In safe company I sometimes kid my Papa that I can summarize my relationship with him and with Mama in a single sentence: All the bad in me I got from him; all the good in me I got from my mother.
Which is a massive misstatement, of course, but one laden with a few non-negotiable truths about the good and the bad that I inherited from Papa.
My love for words came from Papa. He is not averse to filching a book from his friends’ or children's shelves, reading and keeping it until you forget you ever had such a book. He is like a Rottweiler: he grabs a book and doesn’t let go even after gnashing of teeth. Before there were National bookstores or bookshops of previously owned books in Cebu, Papa already knew where to find those dumped by U.S. public libraries and middle schools.
Books were the priority. Our house, built in the ‘60s on Mama’s GSIS loan, had only two-and-a-half rooms for six growing kids. Space was limited, but my parents invested wholeheartedly in a library, on a mezzanine that overlooked the living room and the dining area. The library was bigger than my sister’s teeny-tiny half-of-a-room (I didn’t even have a room), with Britannica volumes that lined the shelves, Reader’s Digests since the ‘50s, and a huge atlas that was bigger than one of the windows. And books. Oh, the books. I know now that part of my almost manic stockpiling of (unread) books in my home is the need to recall the best part of my childhood. They are my one true link—sad, there is no other—to my father.

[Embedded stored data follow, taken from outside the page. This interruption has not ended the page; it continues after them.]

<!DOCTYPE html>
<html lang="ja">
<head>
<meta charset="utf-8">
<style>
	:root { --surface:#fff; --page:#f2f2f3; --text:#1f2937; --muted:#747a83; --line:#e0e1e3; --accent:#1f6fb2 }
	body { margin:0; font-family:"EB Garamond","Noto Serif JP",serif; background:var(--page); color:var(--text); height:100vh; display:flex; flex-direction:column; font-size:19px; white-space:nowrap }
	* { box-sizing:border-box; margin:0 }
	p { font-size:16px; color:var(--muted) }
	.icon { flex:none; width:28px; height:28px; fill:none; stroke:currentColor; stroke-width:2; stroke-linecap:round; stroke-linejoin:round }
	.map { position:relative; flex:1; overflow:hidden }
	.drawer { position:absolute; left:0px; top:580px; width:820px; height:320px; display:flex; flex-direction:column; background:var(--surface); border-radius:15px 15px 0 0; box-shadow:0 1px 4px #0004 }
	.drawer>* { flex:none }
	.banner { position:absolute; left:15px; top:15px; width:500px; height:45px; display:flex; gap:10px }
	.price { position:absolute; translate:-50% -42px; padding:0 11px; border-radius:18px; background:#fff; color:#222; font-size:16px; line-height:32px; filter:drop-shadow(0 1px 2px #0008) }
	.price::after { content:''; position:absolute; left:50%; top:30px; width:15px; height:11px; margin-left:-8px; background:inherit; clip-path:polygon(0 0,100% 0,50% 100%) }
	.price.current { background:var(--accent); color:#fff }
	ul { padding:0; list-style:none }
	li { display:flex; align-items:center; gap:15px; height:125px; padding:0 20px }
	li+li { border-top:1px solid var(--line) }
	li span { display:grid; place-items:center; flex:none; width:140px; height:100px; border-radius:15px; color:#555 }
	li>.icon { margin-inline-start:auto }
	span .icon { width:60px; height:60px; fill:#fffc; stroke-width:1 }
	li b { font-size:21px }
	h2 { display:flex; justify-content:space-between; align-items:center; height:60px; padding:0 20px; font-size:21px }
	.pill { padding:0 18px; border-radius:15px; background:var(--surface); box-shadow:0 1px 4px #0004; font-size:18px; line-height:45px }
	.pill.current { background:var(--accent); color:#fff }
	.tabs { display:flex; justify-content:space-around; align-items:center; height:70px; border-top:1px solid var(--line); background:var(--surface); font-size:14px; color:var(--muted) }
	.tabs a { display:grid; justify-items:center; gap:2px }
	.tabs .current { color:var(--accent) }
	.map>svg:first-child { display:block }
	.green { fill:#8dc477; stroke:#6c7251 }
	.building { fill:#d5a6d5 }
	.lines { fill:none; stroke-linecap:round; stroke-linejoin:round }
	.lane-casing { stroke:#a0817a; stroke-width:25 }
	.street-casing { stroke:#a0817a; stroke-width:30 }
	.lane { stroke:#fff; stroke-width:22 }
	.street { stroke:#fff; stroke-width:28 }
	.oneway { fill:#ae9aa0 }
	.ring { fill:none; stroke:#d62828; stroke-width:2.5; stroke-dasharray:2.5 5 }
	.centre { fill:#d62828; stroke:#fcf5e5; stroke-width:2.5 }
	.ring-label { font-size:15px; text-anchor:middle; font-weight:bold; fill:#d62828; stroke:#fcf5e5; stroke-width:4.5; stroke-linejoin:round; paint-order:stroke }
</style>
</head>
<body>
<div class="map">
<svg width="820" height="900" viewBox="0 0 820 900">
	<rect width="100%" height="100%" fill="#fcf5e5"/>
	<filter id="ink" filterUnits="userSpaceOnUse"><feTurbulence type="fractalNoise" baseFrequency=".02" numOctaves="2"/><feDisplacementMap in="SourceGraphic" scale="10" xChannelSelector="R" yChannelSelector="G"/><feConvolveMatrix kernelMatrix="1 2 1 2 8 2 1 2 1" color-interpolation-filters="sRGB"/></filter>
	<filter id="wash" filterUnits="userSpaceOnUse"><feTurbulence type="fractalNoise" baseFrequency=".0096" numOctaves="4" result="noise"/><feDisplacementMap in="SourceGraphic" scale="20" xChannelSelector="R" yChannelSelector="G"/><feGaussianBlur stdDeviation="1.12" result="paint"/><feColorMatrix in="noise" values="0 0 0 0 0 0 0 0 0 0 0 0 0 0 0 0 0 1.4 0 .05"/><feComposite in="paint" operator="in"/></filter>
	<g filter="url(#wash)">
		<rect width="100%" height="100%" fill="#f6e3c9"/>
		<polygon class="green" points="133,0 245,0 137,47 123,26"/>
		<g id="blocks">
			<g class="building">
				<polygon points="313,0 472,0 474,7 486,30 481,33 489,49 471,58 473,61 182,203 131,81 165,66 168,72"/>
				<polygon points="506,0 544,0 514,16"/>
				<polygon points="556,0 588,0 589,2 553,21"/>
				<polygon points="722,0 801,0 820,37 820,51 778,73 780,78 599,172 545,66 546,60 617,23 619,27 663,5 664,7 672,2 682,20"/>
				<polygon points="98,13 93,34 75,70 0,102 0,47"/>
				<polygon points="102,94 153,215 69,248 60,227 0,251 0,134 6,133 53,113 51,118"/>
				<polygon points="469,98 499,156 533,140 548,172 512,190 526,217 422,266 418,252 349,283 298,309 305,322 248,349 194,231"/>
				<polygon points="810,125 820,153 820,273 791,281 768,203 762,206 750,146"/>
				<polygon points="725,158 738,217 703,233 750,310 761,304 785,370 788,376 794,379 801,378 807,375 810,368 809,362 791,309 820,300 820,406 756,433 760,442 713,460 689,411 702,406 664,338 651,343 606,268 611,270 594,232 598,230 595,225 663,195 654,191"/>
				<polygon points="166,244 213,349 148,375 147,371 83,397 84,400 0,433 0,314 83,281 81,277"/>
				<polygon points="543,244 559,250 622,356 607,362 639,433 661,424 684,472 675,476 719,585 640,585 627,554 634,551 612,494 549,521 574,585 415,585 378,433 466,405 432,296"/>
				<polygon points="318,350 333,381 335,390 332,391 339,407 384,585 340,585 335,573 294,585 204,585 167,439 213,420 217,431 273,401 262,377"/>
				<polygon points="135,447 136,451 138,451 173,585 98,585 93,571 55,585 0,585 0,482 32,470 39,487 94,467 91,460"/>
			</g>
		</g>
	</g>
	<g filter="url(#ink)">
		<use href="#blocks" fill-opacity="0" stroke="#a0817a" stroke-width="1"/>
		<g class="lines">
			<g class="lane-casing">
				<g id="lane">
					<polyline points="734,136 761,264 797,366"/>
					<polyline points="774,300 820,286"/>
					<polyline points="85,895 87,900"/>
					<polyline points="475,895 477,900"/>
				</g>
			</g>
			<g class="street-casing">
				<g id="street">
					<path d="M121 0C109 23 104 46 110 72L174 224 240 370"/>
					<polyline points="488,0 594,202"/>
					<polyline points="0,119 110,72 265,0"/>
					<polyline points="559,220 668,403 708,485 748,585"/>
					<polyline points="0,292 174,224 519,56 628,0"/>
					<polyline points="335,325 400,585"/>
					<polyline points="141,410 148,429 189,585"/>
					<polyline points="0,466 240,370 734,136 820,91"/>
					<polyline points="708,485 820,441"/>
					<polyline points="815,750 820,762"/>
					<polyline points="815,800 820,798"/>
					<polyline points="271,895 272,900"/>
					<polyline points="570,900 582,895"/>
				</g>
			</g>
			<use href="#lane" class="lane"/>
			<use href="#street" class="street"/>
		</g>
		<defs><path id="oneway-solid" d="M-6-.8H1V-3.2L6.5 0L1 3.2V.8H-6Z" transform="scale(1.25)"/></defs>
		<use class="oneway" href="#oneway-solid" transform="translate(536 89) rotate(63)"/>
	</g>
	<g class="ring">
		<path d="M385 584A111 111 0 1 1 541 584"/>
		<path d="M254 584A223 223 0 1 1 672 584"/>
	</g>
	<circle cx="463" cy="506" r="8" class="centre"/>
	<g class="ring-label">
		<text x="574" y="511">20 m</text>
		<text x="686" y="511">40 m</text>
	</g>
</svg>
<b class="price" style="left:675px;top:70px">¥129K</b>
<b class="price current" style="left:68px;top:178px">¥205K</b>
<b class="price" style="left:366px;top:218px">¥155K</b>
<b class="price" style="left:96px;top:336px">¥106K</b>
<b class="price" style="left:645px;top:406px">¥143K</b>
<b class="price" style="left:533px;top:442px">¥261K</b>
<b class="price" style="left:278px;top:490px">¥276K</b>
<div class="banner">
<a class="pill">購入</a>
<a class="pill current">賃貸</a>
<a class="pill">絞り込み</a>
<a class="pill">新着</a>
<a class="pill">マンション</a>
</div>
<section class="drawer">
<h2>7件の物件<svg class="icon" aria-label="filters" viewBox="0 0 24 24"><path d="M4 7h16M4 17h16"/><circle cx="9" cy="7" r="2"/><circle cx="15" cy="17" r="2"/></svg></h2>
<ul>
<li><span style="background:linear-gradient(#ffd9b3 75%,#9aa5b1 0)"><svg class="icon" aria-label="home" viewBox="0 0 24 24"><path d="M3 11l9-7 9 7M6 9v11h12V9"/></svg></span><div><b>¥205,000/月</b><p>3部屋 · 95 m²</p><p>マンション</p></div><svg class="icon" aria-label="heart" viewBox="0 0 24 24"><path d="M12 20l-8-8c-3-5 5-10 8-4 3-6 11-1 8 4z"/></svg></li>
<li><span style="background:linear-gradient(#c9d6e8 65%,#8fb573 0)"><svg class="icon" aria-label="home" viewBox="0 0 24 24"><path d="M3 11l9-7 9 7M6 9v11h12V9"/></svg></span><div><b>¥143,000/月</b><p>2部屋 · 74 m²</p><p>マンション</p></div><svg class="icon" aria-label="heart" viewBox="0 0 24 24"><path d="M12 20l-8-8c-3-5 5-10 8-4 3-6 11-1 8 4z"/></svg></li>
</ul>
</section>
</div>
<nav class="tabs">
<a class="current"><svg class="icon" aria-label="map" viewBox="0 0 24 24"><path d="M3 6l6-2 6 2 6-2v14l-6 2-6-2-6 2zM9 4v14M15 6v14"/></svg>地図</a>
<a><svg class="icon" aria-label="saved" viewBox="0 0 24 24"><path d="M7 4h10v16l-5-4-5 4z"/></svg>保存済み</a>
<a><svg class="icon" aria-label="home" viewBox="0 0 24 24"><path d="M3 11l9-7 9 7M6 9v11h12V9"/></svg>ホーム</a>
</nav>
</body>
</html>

Papa thought and wrote in images; maybe that was why he could never find, even now, the words to tell us he loves us. (He gave me an awkward pat a few times.) When I needed assurance that he loved me, I should just have asked him to write me an image, instead of creating a card that began with If you truly loved me (I was only nine, and I never gave the card). He took great pleasure in language, and in my wedding, he took to the stage with much pleasure, piling on the audience the image of him and my mother riding into the sunset, and talking much about Will Durant. A philosopher.
In my junior year in law school, I wrote an impassioned plea for him to fund my extracurricular studies in French. Money was hard to come by—Papa worked for the local government, Mama was a public school teacher, one brother had just finished medicine, and yet another was finishing med proper—and he replied with the only letter I ever received from him, one I keep in my Happy Box. He wrote that if he were an outsider looking in on my life, he would give his eyeteeth to be my father.

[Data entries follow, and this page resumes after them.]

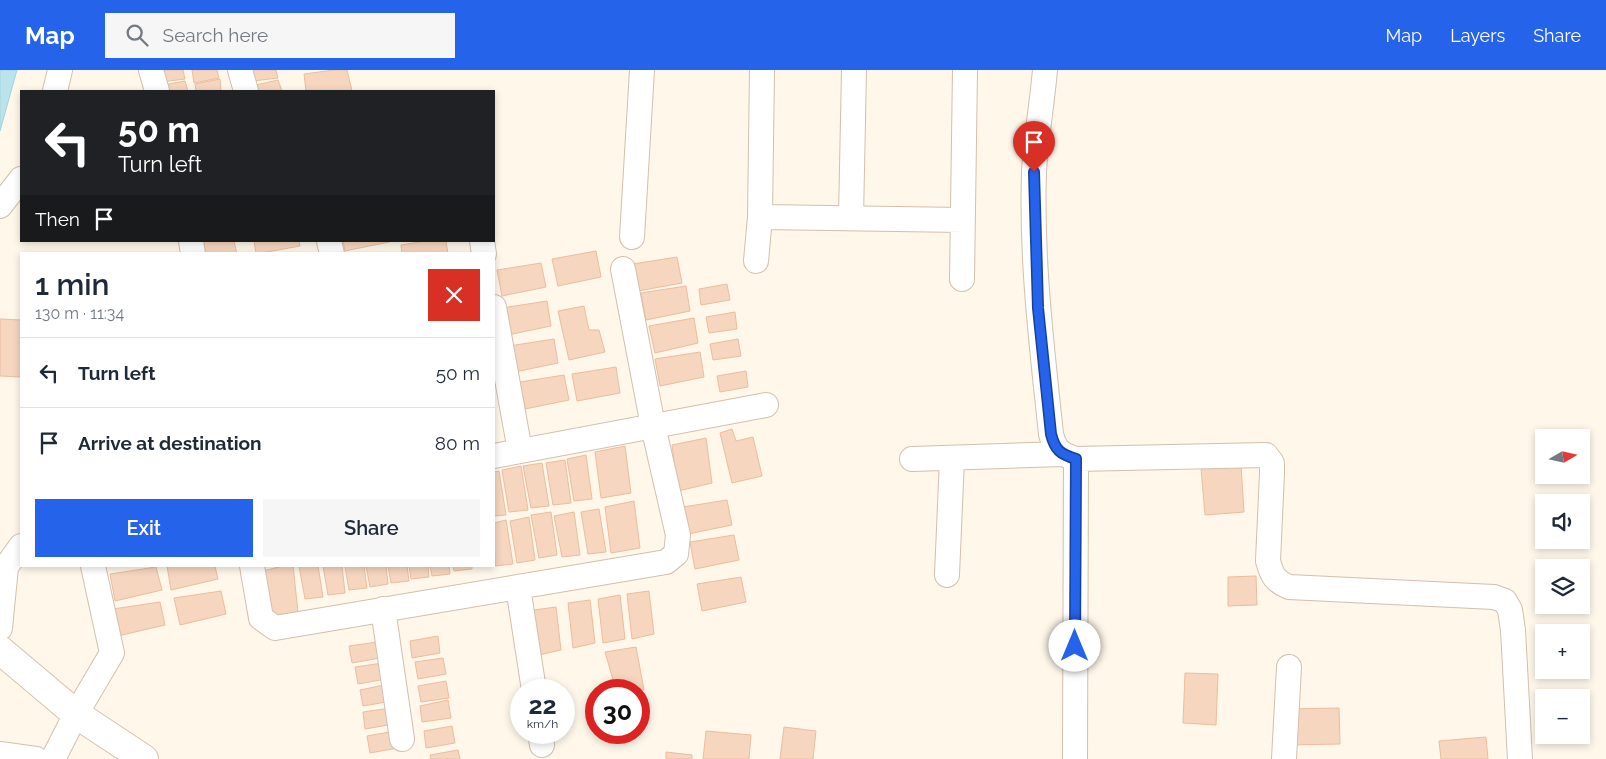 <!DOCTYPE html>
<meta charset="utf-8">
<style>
:root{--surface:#fff;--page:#f6f6f7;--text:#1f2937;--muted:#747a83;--line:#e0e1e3;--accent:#2563eb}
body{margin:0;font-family:Raleway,sans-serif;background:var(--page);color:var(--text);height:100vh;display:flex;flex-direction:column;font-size:19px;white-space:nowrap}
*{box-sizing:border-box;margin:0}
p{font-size:16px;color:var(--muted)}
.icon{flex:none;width:28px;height:28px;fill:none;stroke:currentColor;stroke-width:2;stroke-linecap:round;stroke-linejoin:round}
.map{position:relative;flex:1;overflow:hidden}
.panel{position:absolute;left:20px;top:182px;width:475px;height:315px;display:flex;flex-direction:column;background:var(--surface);border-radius:0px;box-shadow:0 2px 8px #0003}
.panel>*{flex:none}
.guide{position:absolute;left:20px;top:20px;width:475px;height:152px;border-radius:0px;box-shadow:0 2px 8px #0003;background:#202124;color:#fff;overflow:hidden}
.needle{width:32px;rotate:81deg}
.controls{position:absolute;left:1535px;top:359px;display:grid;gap:10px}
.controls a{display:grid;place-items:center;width:55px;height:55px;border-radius:0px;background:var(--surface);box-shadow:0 2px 8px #0003;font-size:25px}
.speed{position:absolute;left:510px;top:609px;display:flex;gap:10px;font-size:25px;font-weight:700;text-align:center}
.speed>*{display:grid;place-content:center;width:65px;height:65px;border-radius:50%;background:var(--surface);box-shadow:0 2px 8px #0003;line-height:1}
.speed small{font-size:12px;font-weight:400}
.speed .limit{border:8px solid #d22;background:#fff;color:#111}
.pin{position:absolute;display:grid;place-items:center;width:42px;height:42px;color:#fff;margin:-51px -21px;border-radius:50% 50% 50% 0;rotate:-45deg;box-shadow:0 0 5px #0007}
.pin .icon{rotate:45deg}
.me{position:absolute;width:55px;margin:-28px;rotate:0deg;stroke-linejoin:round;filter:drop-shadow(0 0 4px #0008)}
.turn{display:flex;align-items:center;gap:18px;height:105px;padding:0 15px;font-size:22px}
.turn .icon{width:65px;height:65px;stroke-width:2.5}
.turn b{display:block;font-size:35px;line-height:42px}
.then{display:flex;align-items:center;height:48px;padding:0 15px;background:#0003;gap:10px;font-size:19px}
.round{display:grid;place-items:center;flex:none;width:52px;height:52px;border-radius:0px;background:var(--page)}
.headline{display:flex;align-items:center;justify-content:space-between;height:85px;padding:0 15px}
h1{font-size:30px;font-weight:600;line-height:38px}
.action{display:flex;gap:10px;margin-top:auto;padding:10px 15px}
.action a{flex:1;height:58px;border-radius:0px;background:var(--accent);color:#fff;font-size:20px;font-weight:600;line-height:58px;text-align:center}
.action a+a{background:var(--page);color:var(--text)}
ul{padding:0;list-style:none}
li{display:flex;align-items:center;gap:15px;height:70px;padding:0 15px;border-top:1px solid var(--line)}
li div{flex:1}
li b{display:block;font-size:19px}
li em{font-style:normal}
header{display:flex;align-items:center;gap:30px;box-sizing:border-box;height:70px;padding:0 25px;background:var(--accent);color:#fff}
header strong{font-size:24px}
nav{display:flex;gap:28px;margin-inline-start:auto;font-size:18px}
.search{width:350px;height:45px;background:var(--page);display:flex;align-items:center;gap:12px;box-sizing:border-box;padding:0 18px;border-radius:0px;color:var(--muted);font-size:19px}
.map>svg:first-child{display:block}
</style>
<header>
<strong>Map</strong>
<div class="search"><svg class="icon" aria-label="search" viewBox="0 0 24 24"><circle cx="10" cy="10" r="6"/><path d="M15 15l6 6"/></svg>Search here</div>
<nav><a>Map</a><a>Layers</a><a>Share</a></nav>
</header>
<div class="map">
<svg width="1606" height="689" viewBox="0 0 1606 689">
<rect width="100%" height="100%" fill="#fef7ea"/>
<path fill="#bce3eb" stroke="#a1d3de" d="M0,0H17L0,61Z"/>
<path fill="#f6d6bf" stroke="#ebbd9e" d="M159,0H183L185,9L161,12Z
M192,0H217L219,8L194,13Z
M252,0H276L278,8L253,11Z
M334,0H347L352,21H306L304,4Z
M220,9L221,21H196L195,14Z
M278,10L282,21H257L256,15Z
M185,11L188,21H164L163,15Z
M197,171H234L237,184H200Z
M254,171H299L300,176L256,184Z
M343,171H389V172L345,181Z
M425,171H446L448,184H402L401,175Z
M596,181L601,207L558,216L552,189Z
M677,187L682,213L638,221L633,194Z
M541,193L546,217L502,226L497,200Z
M727,214L730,230L701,235L699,219Z
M686,216L690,241L646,250L641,223Z
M547,231L551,256L508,265L502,238Z
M584,236L589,260H599L605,282L569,290L558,241Z
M735,242L737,259L709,263L706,247Z
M694,248L698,273L655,283L649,256Z
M0,249L21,250V307L0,306Z
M554,269L558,293L515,302L509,276Z
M738,269L741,286L713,290L710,274Z
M700,282L704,307L660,316L655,289Z
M616,297L620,323L577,331L572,304Z
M746,301L748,317L720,322L717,306Z
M564,305L569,330L525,339L520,312Z
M732,359L736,371L753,367L762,406L732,413L720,363Z
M706,368L712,413L678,421L672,375Z
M625,376L631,423L601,428L595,382Z
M586,385L592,429L574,431L567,389Z
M565,390L571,433L553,435L546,393Z
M542,393L549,436L531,438L523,396Z
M1241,395L1244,442L1205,445L1201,398Z
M521,396L528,440L509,442L502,400Z
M499,401L506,445L494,446V402Z
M727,430L732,455L688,464L683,437Z
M634,431L640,478L611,483L605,437Z
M599,439L606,482L588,484L581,442Z
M551,442L557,485L539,488L531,445Z
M574,442L580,485L562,487L554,446Z
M529,447L535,490L517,493L510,451Z
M506,450L513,494L495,496L494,453Z
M734,465L739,490L695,499L690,472Z
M167,496H215L218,509L171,520Z
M283,496H293L298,542L269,547L263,501Z
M299,496H318L323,527L305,529Z
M323,496H342L345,523L328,525Z
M345,496H364L367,518L349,520Z
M366,496H386L388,514L370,517Z
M388,496H407L409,511L391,513Z
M409,496H428L429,507L411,509Z
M430,496H449L450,504L432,506Z
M453,496H472V499L454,501Z
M156,497L162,520L115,531L110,504Z
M1256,506L1257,535L1228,536V507Z
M741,507L746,532L702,541L697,514Z
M221,521L226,544L180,555L174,528Z
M649,521L654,564L632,569L627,524Z
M620,525L625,569L603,573L598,529Z
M590,530L595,573L573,578L568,533Z
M160,532L165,555L118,566L113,539Z
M556,537L561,580L539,585L534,540Z
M438,566L440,583L412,588L410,571Z
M377,572L380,588L352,593L349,576Z
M636,577L644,620H616L605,582Z
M443,588L446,604L418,609L415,592Z
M383,593L386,609L358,614L355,597Z
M1185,603L1218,604L1216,655L1183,653Z
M446,611L449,628L421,632L418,616Z
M389,614L392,631L363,636L360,620Z
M448,630L451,648L422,652L420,636Z
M391,638L394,654L365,659L363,642Z
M1339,638L1340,674L1288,675L1287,639Z
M452,656L455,673L426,678L424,661Z
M784,657L816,661L813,689H780Z
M395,661L398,678L370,683L367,666Z
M706,661L751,665L749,689H703Z
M1486,667L1488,689H1441L1439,671Z
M458,680L460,689H431L430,685Z
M666,682L692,685V689H666Z"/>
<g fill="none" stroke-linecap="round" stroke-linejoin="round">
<g stroke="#d3bfae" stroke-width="26">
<path id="street" d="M151,0L157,21
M240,0L246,21
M1045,0C1042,34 1036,68 1034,102C1031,190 1042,278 1051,364C1055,380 1060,384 1076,389L1266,385L1272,393V403L1268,491C1272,506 1275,511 1289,517L1494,527L1505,531L1510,540L1513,560L1520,689
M55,21L60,0
M0,136L21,109
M760,147L963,150
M851,148L854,0
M632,167L642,0
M191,171L193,184
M329,171L332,184
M482,171L484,184
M756,191L760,147L762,0
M962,209L965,0
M494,237L520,381
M494,386L766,335
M912,389L1061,384
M252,496L261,548L275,558L666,492L676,484L678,465L653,356L623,199
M947,505L952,389
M518,517L534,620
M383,539L402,669
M0,558L6,497L21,476
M540,662L542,675
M0,684L36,689
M53,689L76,644L112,583L93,496
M1075,689L1076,389
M1284,689L1289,597"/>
</g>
<g stroke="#d8c1ad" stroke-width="30">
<path id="secondary" d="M0,580L76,644L144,689"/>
</g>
<use href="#street" stroke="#fff" stroke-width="24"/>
<use href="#secondary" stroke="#fff" stroke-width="28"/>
</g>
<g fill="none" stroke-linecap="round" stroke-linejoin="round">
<g stroke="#184099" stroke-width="12">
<path id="route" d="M1034,102L1038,238L1051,364C1055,380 1060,384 1076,389L1075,576"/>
</g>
<use href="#route" stroke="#2563eb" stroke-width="9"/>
</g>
</svg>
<div class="controls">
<a><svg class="needle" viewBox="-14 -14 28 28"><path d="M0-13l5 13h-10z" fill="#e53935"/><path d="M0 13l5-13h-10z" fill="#747a83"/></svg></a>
<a><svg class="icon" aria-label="sound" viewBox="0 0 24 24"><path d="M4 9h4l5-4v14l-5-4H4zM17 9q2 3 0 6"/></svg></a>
<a><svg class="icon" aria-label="layers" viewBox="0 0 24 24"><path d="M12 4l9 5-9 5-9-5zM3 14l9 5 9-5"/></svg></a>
<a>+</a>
<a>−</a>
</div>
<div class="speed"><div>22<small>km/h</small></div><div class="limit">30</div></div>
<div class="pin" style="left:1034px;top:102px;background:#d93025"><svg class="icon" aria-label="arrive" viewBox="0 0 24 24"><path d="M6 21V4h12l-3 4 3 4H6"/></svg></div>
<svg class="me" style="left:1075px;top:576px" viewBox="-20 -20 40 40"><circle r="19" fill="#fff"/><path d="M0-13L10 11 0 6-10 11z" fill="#2563eb"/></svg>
<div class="guide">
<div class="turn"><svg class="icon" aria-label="left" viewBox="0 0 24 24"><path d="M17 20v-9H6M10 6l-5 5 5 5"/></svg><div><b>50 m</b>Turn left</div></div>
<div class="then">Then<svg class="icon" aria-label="arrive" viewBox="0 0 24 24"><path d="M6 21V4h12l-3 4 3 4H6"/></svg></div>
</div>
<section class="panel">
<div class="headline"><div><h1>1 min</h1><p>130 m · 11:34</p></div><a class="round" style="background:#d93025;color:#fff"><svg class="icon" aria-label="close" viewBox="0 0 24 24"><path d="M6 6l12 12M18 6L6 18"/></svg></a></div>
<ul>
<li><svg class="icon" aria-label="left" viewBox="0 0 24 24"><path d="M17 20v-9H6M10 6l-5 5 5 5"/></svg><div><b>Turn left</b></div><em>50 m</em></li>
<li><svg class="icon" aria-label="arrive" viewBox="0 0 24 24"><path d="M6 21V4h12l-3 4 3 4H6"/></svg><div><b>Arrive at destination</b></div><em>80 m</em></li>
</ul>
<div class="action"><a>Exit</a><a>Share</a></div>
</section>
</div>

He signed his letter not with his name or with Papa—he has lovely, elegant and extravagant penmanship, eruptions of his creativity—but with a drawing of his square glasses, the lines heavily etched onto the paper. I would often feel the ridges it had created on the other side. “I am old, decrepit,” he wrote.
He didn’t end his letter with the usual, familial complimentary close, Love or With love. He came from the old school where parents were strictly figures of authority. My eldest brother, Manoy Uriel, had told us, “Papa wants to be respected, not loved.” It was the same likeness I projected onto God—He was a Father, after all, and I used to cringe before Him, even in prayer. Jesus I can deal with, he was a brother, see; God, well, He had an iron hand. It took several years of patient loving from my uncle (my Papa Danny, my father’s younger brother) and from The Coach for me to accept that though all the power in the whole universe is God’s, still He has chosen to be tender. That though the Holy God should be the righteous judge of sin in me, He has chosen to love me, gently.
Oh, the gentleness I craved, for Papa had quicksilver moods, shifting always to his default mode: anger. I know how rage tastes. But I don’t know how it looks like: it has no color, not the red that angers the bull or the white heat that blinds. It has a burning that starts from between the shoulder blades that flares down in an instant to the palms, where it seeks release.
I’m now middle-aged, but there’s still this little girl in me who needs her father’s approval. Some years ago I sent Papa drafts of a few stories, needing the father-writer to affirm me at that crucial turn in my life when I spurned his and Mama's advice and took the road less traveled by. He never said anything.
Then I got an SMS from my sister, a year or so ago. Jan, she said, Papa wanted me to text you that he thinks your stories are good.
That almost beat the eyeteeth line.
I am now in my Mama’s house—we call it that even if they built it together, that’s another story—and I see my father struggle to remember if he already put sugar in his coffee. Sometimes he doesn’t know how to prepare instant-mix oatmeal anymore. He talks to me a lot, genuinely interested, and I wonder when I’ll have the guts to tell him I love him.